Christophe Hay, des étoiles plein les yeux…


En lisant le titre de l’invitation de France 3 Centre-Val de Loire pour l’avant-première du film «Des étoiles plein les yeux» au cinéma Lobis de Blois, nous pensions suivre les aventures de Thomas Pesquet qui gravite bien au-dessus de nos têtes. Que nenni!

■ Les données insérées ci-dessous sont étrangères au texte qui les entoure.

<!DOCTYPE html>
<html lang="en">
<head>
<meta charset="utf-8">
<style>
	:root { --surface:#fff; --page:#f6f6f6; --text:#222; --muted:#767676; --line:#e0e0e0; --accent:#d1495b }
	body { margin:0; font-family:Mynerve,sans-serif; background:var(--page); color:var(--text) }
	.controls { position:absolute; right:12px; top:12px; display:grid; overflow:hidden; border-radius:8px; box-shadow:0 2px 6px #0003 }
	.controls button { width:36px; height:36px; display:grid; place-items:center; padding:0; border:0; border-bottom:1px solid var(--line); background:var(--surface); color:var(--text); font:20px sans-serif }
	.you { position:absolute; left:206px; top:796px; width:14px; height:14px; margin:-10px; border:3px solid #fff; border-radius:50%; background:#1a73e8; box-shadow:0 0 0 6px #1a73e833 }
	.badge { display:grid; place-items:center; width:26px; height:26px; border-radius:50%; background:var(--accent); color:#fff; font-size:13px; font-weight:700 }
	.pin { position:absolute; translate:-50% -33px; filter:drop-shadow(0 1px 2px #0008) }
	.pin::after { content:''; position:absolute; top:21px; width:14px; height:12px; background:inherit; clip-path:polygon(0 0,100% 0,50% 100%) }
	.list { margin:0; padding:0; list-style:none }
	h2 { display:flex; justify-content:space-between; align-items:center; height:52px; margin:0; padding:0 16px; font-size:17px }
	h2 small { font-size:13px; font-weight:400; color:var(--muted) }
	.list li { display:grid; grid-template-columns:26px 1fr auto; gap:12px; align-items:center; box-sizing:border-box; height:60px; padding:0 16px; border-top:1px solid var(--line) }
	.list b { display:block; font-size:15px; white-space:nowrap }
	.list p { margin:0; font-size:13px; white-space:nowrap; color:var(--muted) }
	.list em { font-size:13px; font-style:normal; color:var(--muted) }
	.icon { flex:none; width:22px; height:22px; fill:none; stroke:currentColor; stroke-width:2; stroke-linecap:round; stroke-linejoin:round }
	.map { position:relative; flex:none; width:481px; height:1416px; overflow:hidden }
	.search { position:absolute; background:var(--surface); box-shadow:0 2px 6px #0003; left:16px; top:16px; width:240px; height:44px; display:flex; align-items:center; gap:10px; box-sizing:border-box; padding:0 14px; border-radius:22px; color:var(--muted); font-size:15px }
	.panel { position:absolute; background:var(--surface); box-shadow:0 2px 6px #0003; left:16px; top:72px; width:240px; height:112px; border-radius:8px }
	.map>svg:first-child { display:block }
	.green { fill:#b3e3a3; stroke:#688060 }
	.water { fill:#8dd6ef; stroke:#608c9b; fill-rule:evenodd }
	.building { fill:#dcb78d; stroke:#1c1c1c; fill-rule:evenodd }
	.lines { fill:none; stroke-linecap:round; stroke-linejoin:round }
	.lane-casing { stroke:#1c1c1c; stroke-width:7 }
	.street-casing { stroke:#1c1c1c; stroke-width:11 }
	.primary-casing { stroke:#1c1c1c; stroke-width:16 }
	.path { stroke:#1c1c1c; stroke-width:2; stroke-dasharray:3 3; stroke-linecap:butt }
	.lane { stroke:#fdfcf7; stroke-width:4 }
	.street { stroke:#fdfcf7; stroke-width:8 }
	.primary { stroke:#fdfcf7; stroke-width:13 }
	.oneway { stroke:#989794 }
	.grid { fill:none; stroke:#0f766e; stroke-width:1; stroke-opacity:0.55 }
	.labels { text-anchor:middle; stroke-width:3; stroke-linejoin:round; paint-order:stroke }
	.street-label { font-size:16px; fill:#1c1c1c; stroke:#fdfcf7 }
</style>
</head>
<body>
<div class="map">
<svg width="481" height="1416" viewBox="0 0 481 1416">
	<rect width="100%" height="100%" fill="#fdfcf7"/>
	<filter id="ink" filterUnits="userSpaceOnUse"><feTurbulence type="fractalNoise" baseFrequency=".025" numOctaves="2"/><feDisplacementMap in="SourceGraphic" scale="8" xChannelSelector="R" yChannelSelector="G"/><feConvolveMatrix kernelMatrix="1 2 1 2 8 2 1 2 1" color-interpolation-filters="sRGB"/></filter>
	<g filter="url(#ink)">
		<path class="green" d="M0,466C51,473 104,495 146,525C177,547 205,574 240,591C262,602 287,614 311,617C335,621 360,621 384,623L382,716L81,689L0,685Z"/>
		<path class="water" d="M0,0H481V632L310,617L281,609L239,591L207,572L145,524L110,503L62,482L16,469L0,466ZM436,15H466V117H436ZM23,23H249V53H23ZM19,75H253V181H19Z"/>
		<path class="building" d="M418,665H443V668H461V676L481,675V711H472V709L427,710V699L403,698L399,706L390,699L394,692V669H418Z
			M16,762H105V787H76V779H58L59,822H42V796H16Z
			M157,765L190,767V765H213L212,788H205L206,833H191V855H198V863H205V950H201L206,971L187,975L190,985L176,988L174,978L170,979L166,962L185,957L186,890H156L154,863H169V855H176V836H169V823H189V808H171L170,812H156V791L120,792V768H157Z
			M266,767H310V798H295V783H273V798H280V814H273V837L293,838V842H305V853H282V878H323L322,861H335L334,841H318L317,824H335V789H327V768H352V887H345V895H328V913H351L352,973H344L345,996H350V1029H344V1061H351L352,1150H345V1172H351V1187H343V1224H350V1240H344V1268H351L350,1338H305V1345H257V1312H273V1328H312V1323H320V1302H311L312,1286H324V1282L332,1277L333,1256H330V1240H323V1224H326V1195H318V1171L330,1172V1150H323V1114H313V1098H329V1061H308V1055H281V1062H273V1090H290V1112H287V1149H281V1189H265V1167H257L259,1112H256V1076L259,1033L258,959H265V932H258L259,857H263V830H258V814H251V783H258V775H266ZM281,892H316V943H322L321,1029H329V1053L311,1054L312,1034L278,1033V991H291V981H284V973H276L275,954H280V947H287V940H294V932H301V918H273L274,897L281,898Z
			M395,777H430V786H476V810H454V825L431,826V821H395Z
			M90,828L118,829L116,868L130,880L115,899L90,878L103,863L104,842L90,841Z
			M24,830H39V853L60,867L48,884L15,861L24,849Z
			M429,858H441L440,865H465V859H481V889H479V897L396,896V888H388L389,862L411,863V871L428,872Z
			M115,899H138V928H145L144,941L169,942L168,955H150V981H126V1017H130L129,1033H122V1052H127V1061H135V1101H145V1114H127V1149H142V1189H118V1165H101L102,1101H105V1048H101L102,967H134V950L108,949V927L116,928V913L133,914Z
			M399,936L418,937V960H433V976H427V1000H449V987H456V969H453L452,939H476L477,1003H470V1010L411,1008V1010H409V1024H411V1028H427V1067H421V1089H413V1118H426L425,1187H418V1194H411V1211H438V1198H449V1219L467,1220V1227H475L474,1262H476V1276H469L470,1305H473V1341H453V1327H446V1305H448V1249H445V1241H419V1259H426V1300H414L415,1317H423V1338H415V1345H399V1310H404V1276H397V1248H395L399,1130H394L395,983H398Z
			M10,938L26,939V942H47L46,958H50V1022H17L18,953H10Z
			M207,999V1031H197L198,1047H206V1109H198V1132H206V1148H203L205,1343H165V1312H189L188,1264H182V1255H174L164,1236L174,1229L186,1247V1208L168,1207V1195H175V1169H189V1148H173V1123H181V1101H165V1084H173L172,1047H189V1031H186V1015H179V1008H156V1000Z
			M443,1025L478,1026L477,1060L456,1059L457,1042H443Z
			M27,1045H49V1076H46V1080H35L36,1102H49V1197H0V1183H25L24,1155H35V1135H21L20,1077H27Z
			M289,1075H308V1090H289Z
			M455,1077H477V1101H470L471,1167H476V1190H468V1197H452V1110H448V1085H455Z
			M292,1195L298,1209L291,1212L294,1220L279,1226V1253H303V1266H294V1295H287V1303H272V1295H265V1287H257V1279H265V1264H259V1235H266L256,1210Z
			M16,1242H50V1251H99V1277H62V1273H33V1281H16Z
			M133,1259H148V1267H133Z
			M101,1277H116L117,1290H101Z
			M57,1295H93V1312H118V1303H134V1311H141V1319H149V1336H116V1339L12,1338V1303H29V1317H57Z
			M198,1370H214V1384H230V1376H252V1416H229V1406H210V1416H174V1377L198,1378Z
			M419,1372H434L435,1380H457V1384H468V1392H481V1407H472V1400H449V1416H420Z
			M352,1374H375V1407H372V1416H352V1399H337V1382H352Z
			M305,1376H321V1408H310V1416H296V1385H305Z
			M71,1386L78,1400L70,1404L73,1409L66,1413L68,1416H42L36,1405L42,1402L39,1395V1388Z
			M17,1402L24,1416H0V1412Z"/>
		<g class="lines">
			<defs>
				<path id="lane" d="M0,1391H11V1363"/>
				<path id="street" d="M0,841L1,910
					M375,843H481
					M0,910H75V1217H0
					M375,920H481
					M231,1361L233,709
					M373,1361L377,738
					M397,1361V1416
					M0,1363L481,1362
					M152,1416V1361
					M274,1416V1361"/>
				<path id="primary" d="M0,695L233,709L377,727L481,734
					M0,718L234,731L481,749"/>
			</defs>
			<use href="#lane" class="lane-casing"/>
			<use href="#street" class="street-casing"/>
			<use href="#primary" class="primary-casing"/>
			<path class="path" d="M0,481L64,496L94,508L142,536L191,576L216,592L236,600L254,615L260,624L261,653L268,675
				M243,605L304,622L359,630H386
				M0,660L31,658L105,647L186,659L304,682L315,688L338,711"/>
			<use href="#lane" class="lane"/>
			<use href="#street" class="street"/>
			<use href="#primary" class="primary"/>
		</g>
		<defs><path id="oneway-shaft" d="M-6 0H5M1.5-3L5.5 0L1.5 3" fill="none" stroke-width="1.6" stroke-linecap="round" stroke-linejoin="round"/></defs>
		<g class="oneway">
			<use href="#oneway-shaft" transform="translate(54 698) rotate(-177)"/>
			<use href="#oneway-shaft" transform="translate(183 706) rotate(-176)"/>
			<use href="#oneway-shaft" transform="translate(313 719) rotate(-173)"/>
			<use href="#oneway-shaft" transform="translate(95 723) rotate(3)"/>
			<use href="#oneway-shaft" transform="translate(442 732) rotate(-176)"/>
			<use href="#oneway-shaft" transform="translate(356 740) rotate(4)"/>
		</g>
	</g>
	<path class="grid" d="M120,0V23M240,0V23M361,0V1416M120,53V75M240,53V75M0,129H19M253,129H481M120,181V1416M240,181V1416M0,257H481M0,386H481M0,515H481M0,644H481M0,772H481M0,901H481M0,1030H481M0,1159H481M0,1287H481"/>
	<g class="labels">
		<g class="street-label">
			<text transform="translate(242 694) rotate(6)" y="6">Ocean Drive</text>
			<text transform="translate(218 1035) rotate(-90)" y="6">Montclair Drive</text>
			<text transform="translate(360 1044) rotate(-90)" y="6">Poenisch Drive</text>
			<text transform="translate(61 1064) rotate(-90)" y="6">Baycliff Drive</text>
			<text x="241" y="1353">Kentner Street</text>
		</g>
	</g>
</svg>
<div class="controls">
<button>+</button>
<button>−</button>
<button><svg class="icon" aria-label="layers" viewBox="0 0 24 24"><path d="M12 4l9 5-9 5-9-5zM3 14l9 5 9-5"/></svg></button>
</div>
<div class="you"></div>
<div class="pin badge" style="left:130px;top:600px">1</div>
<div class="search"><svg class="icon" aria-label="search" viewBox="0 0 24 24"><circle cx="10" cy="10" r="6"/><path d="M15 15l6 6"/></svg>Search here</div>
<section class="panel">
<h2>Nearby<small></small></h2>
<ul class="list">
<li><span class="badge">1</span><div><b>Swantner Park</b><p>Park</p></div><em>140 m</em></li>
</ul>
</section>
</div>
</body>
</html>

Il s’agissait, en fait, d’un documentaire de Alain Morizot-Thibault consacré et dédié au chef de cuisine Christophe Hay, de Montlivault, et portant plus sur les étoiles qui scintillent dans les yeux de ses clients et de celles et ceux à qui il a apporté son savoir-faire altruiste, pendant la pandémie et les confinements, dans les ÉHPAD, les salles de repos des infirmiers ou les cantines des collégiens… Plus les étoiles dans les yeux de celles et ceux qui le suivent dans sa folle aventure à Montlivault et Ardon, depuis le début, à divers postes (près de 50 collaborateurs!), avant la grande péripétie de Blois avec le lancement du joyau exceptionnel Fleur de Loire, en juin prochain, pour son 45ème anniversaire, en annonçant un doublement programmé en effectifs. Chef de cuisine et d’entreprise aussi! Tour à tour cuisinier, pêcheur de Loire, jardinier, éleveur de bœufs japonais en Anjou, ami de ses fournisseurs unis dans la défense des produits locaux, avant tout, on suit le natif du Vendômois, élevé à Saint-Jean-Froidmentel et Cloyes-sur-le-Loir, dans plusieurs de ses journées de labeur qui ne lui laissent que peu d’heures de sommeil et de temps consacré à sa famille, ce qu’il regrette surtout…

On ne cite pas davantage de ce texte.